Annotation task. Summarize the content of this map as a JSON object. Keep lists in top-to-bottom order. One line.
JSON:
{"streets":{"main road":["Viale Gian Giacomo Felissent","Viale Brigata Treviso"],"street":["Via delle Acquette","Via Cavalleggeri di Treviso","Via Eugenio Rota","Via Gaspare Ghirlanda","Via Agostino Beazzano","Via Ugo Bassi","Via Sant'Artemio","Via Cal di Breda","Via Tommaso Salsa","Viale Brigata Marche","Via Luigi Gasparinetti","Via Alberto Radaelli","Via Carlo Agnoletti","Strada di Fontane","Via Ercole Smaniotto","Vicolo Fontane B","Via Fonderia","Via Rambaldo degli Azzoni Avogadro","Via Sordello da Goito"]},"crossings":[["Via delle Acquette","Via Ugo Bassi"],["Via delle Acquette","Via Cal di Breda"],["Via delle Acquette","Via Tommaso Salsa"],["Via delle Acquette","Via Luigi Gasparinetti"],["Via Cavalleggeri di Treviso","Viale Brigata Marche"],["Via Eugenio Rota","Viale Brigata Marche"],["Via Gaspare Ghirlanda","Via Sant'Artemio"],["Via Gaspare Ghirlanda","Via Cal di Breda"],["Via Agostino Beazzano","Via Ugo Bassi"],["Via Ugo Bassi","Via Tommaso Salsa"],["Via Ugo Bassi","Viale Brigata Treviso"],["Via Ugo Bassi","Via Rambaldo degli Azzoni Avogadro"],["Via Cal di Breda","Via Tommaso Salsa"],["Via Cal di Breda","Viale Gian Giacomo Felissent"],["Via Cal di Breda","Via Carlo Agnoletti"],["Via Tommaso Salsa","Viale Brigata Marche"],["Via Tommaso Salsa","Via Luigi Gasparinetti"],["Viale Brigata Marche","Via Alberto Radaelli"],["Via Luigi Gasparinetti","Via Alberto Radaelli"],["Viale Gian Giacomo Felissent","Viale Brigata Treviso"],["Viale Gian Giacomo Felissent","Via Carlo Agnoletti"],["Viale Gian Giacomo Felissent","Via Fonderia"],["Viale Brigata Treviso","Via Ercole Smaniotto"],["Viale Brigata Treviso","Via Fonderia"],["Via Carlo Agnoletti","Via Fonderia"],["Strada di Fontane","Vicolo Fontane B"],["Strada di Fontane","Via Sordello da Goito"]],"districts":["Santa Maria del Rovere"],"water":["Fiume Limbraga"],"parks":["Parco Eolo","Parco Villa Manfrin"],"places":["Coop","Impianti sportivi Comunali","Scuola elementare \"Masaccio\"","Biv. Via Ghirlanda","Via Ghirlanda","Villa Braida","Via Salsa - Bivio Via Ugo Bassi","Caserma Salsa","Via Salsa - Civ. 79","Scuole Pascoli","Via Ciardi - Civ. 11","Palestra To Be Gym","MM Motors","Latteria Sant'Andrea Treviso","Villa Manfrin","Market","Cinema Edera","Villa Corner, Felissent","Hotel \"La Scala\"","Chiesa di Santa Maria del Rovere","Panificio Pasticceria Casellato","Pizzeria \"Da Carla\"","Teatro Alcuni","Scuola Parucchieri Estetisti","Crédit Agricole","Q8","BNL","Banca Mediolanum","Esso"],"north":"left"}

○ ○ ○ ○ ○ ○ ○

▶ **Exercise prompt**
Restate the entire listing verbatim.

▶ **Answer box**
Annotation task. Summarize the content of this map as a JSON object. Keep lists in top-to-bottom order. One line.
JSON:
{"streets":{"main road":["Viale Gian Giacomo Felissent","Viale Brigata Treviso"],"street":["Via delle Acquette","Via Cavalleggeri di Treviso","Via Eugenio Rota","Via Gaspare Ghirlanda","Via Agostino Beazzano","Via Ugo Bassi","Via Sant'Artemio","Via Cal di Breda","Via Tommaso Salsa","Viale Brigata Marche","Via Luigi Gasparinetti","Via Alberto Radaelli","Via Carlo Agnoletti","Strada di Fontane","Via Ercole Smaniotto","Vicolo Fontane B","Via Fonderia","Via Rambaldo degli Azzoni Avogadro","Via Sordello da Goito"]},"crossings":[["Via delle Acquette","Via Ugo Bassi"],["Via delle Acquette","Via Cal di Breda"],["Via delle Acquette","Via Tommaso Salsa"],["Via delle Acquette","Via Luigi Gasparinetti"],["Via Cavalleggeri di Treviso","Viale Brigata Marche"],["Via Eugenio Rota","Viale Brigata Marche"],["Via Gaspare Ghirlanda","Via Sant'Artemio"],["Via Gaspare Ghirlanda","Via Cal di Breda"],["Via Agostino Beazzano","Via Ugo Bassi"],["Via Ugo Bassi","Via Tommaso Salsa"],["Via Ugo Bassi","Viale Brigata Treviso"],["Via Ugo Bassi","Via Rambaldo degli Azzoni Avogadro"],["Via Cal di Breda","Via Tommaso Salsa"],["Via Cal di Breda","Viale Gian Giacomo Felissent"],["Via Cal di Breda","Via Carlo Agnoletti"],["Via Tommaso Salsa","Viale Brigata Marche"],["Via Tommaso Salsa","Via Luigi Gasparinetti"],["Viale Brigata Marche","Via Alberto Radaelli"],["Via Luigi Gasparinetti","Via Alberto Radaelli"],["Viale Gian Giacomo Felissent","Viale Brigata Treviso"],["Viale Gian Giacomo Felissent","Via Carlo Agnoletti"],["Viale Gian Giacomo Felissent","Via Fonderia"],["Viale Brigata Treviso","Via Ercole Smaniotto"],["Viale Brigata Treviso","Via Fonderia"],["Via Carlo Agnoletti","Via Fonderia"],["Strada di Fontane","Vicolo Fontane B"],["Strada di Fontane","Via Sordello da Goito"]],"districts":["Santa Maria del Rovere"],"water":["Fiume Limbraga"],"parks":["Parco Eolo","Parco Villa Manfrin"],"places":["Coop","Impianti sportivi Comunali","Scuola elementare \"Masaccio\"","Biv. Via Ghirlanda","Via Ghirlanda","Villa Braida","Via Salsa - Bivio Via Ugo Bassi","Caserma Salsa","Via Salsa - Civ. 79","Scuole Pascoli","Via Ciardi - Civ. 11","Palestra To Be Gym","MM Motors","Latteria Sant'Andrea Treviso","Villa Manfrin","Market","Cinema Edera","Villa Corner, Felissent","Hotel \"La Scala\"","Chiesa di Santa Maria del Rovere","Panificio Pasticceria Casellato","Pizzeria \"Da Carla\"","Teatro Alcuni","Scuola Parucchieri Estetisti","Crédit Agricole","Q8","BNL","Banca Mediolanum","Esso"],"north":"left"}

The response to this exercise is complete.